• **EXERCISE REQUIREMENTS**: Give back exactly the lines that run from the beginning of the entries to the line containing "position:absolute; inset:0; border:3px", both included, and nothing else.

——

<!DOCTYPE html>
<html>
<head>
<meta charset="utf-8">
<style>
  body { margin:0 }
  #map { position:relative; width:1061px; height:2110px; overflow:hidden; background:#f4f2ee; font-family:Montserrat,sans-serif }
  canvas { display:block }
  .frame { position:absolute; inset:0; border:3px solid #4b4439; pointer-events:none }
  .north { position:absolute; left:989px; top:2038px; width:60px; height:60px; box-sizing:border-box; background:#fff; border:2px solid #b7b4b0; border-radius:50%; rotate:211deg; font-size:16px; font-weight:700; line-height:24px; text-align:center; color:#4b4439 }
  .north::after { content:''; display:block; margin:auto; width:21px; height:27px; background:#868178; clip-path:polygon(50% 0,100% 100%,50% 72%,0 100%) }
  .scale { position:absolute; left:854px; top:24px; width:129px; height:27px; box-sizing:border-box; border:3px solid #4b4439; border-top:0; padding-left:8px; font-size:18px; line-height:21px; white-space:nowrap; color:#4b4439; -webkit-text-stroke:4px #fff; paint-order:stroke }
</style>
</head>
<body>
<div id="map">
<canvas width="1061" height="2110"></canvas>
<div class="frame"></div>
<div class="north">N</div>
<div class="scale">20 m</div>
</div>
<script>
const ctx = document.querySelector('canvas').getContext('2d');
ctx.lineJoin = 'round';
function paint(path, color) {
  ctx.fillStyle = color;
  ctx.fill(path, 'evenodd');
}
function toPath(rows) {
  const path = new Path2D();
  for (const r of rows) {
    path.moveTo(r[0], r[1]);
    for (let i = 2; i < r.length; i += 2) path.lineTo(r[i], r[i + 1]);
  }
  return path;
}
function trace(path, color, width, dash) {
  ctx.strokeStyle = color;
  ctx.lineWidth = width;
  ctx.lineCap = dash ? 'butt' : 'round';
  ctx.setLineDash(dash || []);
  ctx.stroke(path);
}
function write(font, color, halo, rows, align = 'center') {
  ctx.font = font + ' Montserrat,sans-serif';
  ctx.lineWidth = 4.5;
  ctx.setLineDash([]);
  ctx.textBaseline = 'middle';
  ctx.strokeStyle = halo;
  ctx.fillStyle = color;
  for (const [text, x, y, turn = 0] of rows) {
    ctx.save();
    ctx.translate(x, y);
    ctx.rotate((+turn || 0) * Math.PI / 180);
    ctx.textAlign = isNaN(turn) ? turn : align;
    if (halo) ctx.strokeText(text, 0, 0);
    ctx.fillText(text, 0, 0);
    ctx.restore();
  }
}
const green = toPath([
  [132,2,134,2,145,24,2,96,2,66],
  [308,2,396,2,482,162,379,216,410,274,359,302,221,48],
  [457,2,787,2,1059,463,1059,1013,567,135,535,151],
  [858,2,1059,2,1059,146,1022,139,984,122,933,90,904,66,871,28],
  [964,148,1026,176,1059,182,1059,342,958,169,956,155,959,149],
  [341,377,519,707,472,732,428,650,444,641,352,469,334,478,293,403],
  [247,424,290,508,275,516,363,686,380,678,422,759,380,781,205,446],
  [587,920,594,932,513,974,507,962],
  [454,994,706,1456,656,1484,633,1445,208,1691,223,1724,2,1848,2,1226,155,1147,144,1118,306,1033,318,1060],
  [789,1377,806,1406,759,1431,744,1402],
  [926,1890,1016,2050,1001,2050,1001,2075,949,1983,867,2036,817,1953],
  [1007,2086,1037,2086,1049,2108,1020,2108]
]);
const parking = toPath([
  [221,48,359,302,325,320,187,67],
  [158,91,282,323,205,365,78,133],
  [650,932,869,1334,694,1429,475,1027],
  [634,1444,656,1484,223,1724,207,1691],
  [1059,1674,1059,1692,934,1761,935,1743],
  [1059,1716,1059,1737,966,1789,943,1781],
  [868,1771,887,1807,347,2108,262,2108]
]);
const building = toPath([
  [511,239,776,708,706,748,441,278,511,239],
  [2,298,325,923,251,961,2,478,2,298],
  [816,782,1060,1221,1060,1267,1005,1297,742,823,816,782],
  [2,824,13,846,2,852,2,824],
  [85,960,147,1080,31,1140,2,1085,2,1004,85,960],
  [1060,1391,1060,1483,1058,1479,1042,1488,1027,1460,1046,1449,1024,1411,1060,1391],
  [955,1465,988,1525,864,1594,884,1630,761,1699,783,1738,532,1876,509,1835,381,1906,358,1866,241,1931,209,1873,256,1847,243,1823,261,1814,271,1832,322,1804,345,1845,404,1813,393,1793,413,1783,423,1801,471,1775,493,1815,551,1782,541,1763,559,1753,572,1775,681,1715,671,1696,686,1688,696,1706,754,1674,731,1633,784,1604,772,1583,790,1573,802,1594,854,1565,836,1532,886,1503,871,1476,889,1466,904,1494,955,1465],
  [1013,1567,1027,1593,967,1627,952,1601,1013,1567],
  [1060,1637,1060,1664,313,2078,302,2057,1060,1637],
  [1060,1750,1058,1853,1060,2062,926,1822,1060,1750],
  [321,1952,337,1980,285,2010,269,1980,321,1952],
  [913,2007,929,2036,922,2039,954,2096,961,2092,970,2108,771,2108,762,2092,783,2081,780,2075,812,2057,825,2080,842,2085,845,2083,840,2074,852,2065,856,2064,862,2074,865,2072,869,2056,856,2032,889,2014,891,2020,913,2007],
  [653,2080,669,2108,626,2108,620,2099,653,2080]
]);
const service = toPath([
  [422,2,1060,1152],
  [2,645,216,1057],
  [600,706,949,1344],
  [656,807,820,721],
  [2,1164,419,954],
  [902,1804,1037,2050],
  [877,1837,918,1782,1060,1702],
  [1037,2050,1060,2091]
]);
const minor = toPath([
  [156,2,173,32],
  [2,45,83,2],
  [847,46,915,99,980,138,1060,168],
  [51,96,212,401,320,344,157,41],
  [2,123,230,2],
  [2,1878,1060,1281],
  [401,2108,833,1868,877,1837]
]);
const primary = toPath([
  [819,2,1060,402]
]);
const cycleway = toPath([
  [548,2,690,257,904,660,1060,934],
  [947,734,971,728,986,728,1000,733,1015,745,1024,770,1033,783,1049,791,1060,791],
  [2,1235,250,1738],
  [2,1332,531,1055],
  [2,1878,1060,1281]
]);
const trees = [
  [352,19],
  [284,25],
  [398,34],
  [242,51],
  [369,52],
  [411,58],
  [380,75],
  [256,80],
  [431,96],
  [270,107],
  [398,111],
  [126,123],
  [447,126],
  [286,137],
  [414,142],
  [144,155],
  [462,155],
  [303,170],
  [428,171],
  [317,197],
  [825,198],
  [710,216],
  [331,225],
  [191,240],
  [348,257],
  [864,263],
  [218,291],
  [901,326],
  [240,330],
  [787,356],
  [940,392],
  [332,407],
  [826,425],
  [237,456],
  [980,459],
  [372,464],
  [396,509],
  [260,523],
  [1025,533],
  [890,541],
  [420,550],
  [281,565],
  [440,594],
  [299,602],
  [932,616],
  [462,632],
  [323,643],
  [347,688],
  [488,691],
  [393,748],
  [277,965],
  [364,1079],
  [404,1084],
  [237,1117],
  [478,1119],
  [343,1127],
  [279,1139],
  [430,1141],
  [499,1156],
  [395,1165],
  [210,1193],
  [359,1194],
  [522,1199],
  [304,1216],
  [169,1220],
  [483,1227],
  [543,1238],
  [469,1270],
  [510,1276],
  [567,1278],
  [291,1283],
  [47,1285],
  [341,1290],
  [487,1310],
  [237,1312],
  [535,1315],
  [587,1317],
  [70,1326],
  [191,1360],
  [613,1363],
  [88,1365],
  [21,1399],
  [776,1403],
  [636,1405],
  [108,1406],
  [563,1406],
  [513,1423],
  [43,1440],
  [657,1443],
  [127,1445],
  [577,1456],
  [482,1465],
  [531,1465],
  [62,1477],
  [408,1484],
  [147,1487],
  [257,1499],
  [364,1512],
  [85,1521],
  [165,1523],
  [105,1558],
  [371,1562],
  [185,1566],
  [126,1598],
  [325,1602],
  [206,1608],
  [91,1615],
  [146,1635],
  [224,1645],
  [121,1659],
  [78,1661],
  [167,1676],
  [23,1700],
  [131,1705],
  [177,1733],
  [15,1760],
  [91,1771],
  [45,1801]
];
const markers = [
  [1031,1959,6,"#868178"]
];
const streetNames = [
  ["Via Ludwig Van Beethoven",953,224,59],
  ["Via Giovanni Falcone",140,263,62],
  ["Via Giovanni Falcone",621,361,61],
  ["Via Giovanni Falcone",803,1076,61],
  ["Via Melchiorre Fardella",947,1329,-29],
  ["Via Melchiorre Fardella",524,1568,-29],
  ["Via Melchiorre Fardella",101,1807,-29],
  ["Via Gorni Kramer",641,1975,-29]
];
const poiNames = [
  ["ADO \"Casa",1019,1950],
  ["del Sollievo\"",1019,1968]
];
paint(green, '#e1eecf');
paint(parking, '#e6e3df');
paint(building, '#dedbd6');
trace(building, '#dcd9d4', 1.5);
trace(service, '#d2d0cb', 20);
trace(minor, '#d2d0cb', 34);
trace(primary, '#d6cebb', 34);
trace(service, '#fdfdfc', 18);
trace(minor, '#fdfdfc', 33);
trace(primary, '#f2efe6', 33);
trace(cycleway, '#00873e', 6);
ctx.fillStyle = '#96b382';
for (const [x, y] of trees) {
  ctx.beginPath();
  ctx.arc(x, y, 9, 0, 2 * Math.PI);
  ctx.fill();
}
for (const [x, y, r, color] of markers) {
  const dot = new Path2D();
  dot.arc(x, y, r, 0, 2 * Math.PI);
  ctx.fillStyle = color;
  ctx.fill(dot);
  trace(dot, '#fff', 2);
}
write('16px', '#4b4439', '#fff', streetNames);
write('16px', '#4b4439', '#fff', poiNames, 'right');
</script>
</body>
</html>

——

• **ANSWER FOR THE TASK**:
<!DOCTYPE html>
<html>
<head>
<meta charset="utf-8">
<style>
  body { margin:0 }
  #map { position:relative; width:1061px; height:2110px; overflow:hidden; background:#f4f2ee; font-family:Montserrat,sans-serif }
  canvas { display:block }
  .frame { position:absolute; inset:0; border:3px solid #4b4439; pointer-events:none }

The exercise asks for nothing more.